- Historical event:
- 25 April 1792
- The executioner was the well-known Charles Henri Sanson (also known for executing the King Louis XVI later).
The guillotine was used as a means of carrying out the death penalty for the first time in history on this day.
That device was named after Dr. Joseph Ignace Guillotin, a doctor who was actually very humane and opposed to the death penalty. As a first step towards the full abolition of the death penalty, he saw the introduction of painless method of its execution.
Namely, at that time executions were done using violent methods – only nobles were entitled to having their heads cut off with a sword or an ax, while the lower classes ended up on the gallows.
The breaking wheel was used for those guilty of particularly serious crimes, on which the criminal’s bones were broken and which caused a slow and painful death. Guillotin’s machine, on the contrary, was supposed to execute convicts completely painlessly, and be used for all people equally, regardless of class.

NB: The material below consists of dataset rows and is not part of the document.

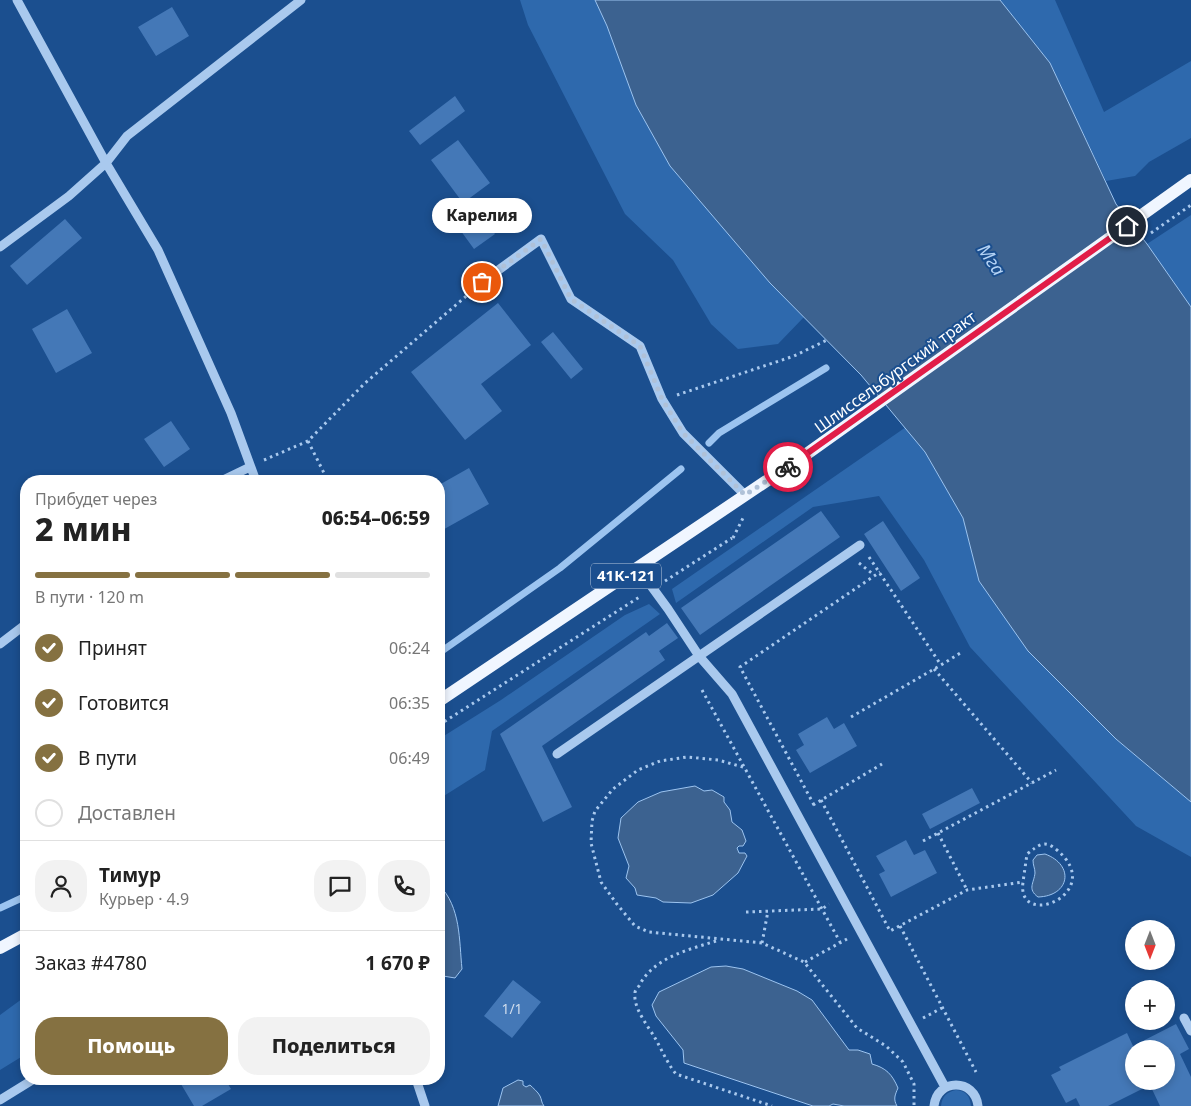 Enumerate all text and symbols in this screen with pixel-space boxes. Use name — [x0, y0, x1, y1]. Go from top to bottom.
callout: Карелия — [432, 197, 532, 232]
text: Карелия — [446, 204, 518, 226]
pin — [1106, 205, 1148, 247]
icon: home — [1113, 212, 1141, 240]
water label: Мга — [973, 239, 1011, 280]
pin — [461, 261, 503, 303]
icon: bag — [468, 268, 496, 296]
street label: Шлиссельбургский тракт — [810, 306, 981, 438]
courier — [763, 442, 813, 492]
icon: bike — [774, 453, 802, 481]
text: Прибудет через — [35, 488, 157, 510]
text: 06:54–06:59 — [322, 505, 430, 531]
text: 2 мин — [35, 507, 132, 550]
road number: 41К-121 — [591, 564, 661, 588]
text: В пути · 120 m — [35, 586, 144, 608]
icon: check — [35, 634, 63, 662]
text: Принят — [78, 635, 147, 661]
text: 06:24 — [389, 637, 430, 659]
icon: check — [35, 689, 63, 717]
text: Готовится — [78, 690, 169, 716]
text: 06:35 — [389, 692, 430, 714]
icon: check — [35, 744, 63, 772]
text: В пути — [78, 745, 137, 771]
text: 06:49 — [389, 747, 430, 769]
text: Доставлен — [78, 800, 176, 826]
button: person — [35, 860, 87, 912]
button: chat — [314, 860, 366, 912]
button: phone — [378, 860, 430, 912]
text: Тимур — [99, 862, 161, 888]
text: Курьер · 4.9 — [99, 888, 189, 910]
north arrow — [1125, 920, 1175, 970]
map controls — [1125, 920, 1175, 1090]
text: Заказ #4780 — [35, 950, 147, 976]
text: 1 670 ₽ — [365, 950, 430, 976]
button: + — [1125, 980, 1175, 1030]
house number: 1/1 — [501, 999, 523, 1018]
button: Помощь — [35, 1017, 228, 1075]
button: Поделиться — [238, 1017, 430, 1075]
button: − — [1125, 1040, 1175, 1090] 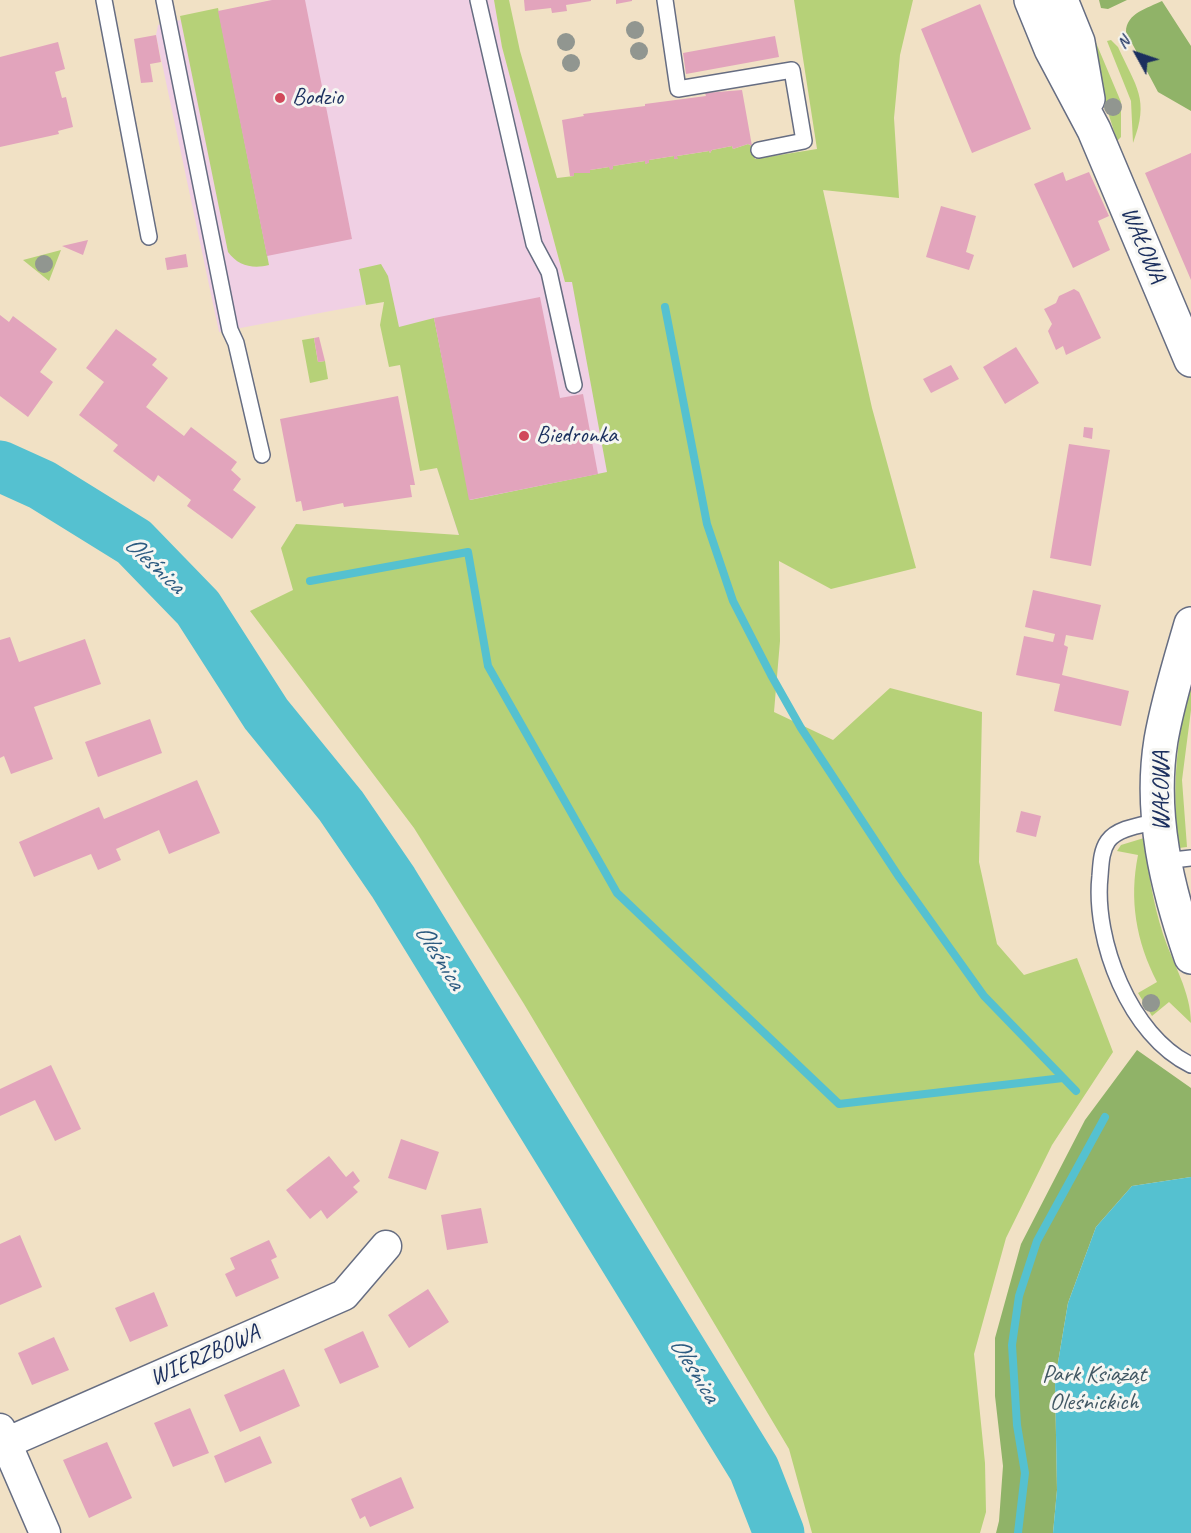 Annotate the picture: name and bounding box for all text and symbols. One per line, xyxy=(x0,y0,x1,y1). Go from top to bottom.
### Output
north arrow xyxy=(1107,24,1167,84)
text: N xyxy=(1112,32,1134,53)
place label: Bodzio xyxy=(292,84,343,112)
marker: Bodzio xyxy=(273,91,287,105)
street label: WAŁOWA xyxy=(1114,203,1172,287)
place label: Biedronka xyxy=(536,422,618,450)
marker: Biedronka xyxy=(517,429,531,443)
water label: Oleśnica xyxy=(117,529,191,601)
street label: WAŁOWA xyxy=(1148,751,1176,831)
water label: Oleśnica xyxy=(407,919,471,995)
street label: WIERZBOWA xyxy=(146,1319,264,1393)
water label: Oleśnica xyxy=(662,1332,726,1408)
park label: Park Książąt Oleśnickich xyxy=(1042,1361,1146,1417) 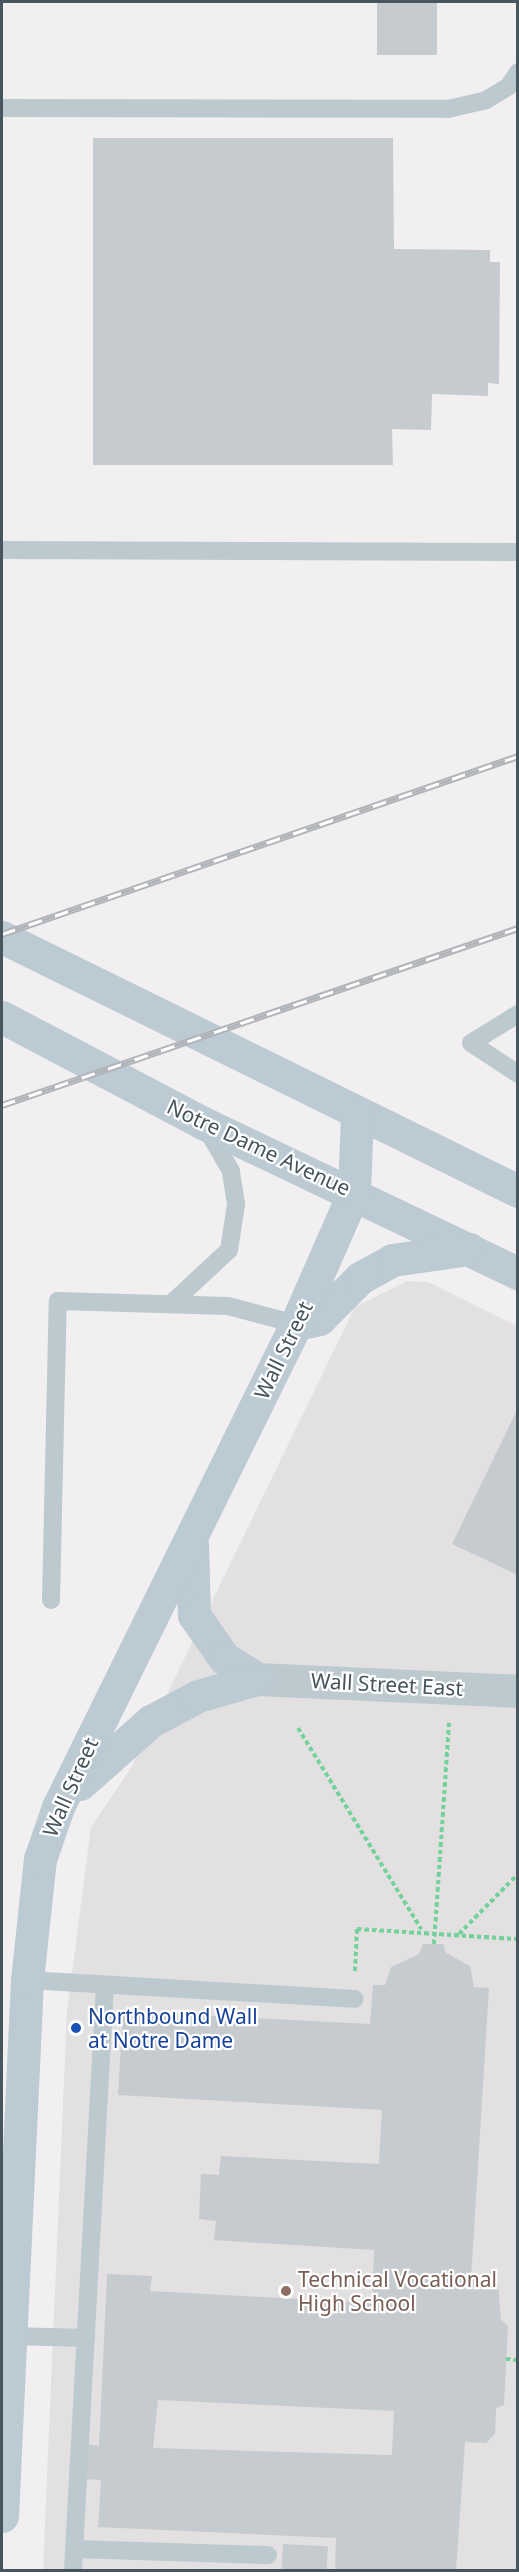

The first person executed on the guillotine was the criminal Nicolas Jacques Pelletier, convicted of a robbery in which he also killed the victim. The execution was carried out on this day on a Paris square in front of the City Hall (Hôtel de Ville). The executioner was the well-known Charles Henri Sanson (also known for executing King Louis XVI later).
It is interesting that the crowds were not satisfied with the performance because the guillotine was too quick and painless. They shouted: “Bring back our wooden gallows!”